[[ Material for this task, beginning ]]

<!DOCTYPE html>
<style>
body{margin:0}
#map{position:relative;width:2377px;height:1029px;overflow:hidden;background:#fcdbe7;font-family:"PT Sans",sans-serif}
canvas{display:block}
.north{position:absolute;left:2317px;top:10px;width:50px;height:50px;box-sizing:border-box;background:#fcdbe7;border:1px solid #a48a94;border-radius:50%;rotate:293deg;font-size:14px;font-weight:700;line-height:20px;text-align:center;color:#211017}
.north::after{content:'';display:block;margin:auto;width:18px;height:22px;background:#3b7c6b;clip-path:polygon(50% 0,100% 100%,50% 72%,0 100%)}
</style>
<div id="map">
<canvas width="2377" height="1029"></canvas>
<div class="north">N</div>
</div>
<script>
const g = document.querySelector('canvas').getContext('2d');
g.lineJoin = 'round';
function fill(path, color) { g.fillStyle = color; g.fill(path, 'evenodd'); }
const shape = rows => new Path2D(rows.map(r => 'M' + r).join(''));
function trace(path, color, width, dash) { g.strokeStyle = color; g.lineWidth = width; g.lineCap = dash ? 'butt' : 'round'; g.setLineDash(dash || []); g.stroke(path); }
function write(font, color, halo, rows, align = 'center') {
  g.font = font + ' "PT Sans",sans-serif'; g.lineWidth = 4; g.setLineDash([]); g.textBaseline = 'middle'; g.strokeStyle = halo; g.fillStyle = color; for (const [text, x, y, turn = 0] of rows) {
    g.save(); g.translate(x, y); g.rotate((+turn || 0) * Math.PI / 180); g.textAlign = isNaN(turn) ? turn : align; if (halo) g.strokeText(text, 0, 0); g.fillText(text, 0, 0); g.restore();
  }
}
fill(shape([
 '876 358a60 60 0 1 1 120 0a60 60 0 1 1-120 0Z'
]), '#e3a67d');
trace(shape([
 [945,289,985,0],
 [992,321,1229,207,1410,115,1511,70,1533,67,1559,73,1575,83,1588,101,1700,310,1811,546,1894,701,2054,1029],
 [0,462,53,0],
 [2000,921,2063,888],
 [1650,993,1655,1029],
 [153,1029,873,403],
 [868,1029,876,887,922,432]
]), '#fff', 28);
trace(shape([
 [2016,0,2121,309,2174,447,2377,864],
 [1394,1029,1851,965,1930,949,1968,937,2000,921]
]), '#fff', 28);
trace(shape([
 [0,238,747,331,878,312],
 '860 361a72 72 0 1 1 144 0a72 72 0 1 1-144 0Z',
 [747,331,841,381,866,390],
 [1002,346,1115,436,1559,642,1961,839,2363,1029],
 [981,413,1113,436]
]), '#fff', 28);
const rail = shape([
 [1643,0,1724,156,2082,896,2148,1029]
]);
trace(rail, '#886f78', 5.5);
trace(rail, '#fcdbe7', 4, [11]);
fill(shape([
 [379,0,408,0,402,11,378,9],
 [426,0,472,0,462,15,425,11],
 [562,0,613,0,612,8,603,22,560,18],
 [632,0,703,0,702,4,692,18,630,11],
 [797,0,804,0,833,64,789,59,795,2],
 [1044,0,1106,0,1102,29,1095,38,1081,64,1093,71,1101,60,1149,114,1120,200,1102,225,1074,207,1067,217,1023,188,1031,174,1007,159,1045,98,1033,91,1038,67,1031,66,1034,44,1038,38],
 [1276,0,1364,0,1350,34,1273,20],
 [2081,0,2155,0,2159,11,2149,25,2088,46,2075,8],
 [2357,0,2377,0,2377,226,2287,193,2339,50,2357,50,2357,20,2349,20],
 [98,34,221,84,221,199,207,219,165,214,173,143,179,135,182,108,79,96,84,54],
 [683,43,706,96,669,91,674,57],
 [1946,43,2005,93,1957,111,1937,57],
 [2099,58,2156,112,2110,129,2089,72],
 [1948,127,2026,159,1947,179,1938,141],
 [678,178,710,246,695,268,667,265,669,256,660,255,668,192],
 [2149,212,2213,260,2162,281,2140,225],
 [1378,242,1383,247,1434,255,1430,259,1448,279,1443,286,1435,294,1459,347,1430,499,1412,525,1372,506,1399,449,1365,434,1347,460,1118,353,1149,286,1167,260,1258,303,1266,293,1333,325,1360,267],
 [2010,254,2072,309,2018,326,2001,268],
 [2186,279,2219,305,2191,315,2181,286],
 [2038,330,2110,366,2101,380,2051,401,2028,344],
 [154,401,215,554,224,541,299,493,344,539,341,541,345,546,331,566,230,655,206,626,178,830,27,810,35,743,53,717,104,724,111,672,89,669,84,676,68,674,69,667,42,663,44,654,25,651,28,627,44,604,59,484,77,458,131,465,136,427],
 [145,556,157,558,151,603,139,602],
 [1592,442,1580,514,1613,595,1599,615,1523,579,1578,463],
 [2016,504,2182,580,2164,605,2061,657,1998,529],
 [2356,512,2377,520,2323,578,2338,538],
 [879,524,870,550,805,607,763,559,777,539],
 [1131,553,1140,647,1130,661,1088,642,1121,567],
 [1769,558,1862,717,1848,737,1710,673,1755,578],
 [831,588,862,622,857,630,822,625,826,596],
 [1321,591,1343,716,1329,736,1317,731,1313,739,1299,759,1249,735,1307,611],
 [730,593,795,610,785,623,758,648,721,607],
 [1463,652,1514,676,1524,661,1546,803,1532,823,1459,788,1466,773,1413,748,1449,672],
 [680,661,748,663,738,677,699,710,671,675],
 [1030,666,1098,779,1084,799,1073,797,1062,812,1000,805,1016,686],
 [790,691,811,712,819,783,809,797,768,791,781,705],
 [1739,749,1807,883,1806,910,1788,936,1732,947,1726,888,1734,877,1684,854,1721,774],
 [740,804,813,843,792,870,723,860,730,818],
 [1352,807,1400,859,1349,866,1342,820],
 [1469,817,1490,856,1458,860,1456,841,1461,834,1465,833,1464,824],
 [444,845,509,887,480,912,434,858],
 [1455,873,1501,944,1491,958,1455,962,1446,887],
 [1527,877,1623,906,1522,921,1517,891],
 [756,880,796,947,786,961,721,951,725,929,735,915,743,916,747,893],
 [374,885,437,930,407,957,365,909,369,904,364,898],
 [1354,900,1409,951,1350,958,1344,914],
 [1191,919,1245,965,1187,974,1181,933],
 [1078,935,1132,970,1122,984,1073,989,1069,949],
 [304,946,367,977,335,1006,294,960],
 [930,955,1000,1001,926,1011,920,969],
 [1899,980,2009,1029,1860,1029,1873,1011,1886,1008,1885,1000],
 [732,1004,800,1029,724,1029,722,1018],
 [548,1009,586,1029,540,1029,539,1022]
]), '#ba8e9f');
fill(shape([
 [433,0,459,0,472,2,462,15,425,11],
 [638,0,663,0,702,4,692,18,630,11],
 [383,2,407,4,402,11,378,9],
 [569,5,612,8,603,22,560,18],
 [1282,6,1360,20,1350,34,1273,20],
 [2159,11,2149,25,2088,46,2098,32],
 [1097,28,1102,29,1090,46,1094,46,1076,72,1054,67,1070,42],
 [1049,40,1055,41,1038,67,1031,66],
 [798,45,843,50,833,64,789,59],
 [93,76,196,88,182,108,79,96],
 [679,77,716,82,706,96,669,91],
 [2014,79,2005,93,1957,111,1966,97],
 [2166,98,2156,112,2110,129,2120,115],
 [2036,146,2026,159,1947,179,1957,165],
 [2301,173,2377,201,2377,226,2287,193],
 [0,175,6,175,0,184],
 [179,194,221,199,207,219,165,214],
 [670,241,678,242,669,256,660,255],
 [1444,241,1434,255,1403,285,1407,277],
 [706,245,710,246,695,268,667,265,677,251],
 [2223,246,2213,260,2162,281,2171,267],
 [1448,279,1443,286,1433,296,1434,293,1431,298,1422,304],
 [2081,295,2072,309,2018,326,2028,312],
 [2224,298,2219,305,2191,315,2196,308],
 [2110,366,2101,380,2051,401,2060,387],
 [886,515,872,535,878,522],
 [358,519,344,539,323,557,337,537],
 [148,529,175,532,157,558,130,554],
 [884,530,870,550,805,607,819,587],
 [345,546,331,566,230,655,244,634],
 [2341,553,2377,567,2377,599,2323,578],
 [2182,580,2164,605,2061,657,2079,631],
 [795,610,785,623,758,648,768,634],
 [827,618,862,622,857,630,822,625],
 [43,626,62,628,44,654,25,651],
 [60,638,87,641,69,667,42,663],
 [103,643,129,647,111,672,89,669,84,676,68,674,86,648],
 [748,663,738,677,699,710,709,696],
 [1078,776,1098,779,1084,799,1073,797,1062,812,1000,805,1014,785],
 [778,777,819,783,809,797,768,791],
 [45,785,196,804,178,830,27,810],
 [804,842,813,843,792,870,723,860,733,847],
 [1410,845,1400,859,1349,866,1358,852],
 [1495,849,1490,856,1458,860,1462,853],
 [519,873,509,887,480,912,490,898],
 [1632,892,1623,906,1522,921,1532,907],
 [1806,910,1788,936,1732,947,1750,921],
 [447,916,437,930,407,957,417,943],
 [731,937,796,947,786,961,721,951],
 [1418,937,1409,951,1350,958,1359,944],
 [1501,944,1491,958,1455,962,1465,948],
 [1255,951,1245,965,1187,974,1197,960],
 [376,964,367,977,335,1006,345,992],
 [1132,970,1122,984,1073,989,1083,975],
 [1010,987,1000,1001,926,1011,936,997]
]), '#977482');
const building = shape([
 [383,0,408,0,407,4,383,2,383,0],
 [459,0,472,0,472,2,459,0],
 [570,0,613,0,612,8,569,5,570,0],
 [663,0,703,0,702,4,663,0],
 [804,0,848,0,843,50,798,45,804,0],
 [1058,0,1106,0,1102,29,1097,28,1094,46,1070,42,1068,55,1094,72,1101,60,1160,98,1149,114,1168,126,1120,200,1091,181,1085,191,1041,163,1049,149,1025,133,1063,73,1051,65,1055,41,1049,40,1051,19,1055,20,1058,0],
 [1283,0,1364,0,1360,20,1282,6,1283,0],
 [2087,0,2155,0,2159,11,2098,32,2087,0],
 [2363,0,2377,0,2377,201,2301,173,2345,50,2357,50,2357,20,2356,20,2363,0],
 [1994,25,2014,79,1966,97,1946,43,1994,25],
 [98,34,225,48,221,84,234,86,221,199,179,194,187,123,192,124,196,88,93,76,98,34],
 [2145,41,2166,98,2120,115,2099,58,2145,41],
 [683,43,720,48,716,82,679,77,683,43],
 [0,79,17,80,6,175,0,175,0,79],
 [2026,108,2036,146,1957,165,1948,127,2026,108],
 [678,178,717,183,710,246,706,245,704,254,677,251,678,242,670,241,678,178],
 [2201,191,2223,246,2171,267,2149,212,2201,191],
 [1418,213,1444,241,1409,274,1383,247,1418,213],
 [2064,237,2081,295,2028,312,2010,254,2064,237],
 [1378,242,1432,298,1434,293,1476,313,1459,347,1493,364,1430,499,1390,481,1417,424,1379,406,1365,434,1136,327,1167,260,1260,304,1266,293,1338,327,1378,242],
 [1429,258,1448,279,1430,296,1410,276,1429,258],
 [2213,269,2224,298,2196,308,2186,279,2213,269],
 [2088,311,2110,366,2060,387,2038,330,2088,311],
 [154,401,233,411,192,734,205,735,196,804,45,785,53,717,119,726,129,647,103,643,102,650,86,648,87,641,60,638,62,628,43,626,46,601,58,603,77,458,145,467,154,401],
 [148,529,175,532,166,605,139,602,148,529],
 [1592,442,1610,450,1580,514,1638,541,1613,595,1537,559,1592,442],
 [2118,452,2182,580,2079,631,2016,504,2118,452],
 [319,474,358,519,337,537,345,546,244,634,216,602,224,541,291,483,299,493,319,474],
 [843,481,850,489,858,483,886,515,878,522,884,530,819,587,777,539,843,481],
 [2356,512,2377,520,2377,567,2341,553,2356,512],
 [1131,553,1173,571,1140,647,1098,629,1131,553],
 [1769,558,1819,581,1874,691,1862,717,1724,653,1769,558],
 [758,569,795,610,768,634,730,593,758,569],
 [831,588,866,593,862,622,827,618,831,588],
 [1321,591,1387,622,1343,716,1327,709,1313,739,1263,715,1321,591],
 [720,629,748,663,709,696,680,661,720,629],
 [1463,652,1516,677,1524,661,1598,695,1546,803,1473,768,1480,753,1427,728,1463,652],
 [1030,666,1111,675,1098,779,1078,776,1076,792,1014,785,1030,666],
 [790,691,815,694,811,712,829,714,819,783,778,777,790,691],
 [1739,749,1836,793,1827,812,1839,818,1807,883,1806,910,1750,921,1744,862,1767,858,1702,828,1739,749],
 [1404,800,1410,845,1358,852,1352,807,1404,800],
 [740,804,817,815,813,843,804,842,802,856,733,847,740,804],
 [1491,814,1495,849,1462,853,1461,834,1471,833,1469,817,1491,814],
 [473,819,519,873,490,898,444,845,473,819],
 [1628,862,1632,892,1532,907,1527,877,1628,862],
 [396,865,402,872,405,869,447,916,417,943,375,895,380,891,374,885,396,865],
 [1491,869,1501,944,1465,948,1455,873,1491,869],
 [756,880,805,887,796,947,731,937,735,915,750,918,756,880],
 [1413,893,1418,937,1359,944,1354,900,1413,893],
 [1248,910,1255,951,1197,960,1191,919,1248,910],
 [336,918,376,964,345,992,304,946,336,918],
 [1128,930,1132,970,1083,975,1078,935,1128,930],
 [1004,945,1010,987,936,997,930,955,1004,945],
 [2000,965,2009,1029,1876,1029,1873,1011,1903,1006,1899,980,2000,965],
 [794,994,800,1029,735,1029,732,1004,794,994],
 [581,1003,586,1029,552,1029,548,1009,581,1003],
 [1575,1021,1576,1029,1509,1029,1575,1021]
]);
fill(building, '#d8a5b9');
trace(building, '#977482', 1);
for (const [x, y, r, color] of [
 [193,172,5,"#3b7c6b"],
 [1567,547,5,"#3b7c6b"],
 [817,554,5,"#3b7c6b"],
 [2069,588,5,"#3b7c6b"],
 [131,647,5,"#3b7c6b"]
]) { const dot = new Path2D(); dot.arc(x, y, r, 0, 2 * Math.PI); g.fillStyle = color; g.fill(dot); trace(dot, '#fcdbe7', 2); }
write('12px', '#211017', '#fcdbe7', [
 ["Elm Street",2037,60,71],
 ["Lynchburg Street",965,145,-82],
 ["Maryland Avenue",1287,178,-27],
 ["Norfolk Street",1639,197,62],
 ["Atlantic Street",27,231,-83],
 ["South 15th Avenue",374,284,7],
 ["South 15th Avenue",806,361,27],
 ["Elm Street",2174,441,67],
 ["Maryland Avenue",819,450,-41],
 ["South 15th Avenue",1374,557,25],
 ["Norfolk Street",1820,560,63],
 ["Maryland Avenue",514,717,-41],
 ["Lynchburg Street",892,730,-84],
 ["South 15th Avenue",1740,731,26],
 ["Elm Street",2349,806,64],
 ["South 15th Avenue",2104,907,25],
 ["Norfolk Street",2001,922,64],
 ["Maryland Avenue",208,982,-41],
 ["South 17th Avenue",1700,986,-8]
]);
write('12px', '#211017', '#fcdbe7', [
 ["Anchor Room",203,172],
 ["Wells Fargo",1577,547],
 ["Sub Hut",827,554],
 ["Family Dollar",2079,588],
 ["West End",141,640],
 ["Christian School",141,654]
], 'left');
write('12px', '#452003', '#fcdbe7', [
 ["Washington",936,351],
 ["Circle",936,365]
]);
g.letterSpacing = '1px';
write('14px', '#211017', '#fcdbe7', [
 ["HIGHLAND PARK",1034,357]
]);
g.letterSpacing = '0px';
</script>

[[ Material for this task, end ]]

#### Task brief
Copy each line in the entries above where "const" turns up.

#### Response for this exercise
const g = document.querySelector('canvas').getContext('2d');
const shape = rows => new Path2D(rows.map(r => 'M' + r).join(''));
  g.font = font + ' "PT Sans",sans-serif'; g.lineWidth = 4; g.setLineDash([]); g.textBaseline = 'middle'; g.strokeStyle = halo; g.fillStyle = color; for (const [text, x, y, turn = 0] of rows) {
const rail = shape([
const building = shape([
for (const [x, y, r, color] of [
]) { const dot = new Path2D(); dot.arc(x, y, r, 0, 2 * Math.PI); g.fillStyle = color; g.fill(dot); trace(dot, '#fcdbe7', 2); }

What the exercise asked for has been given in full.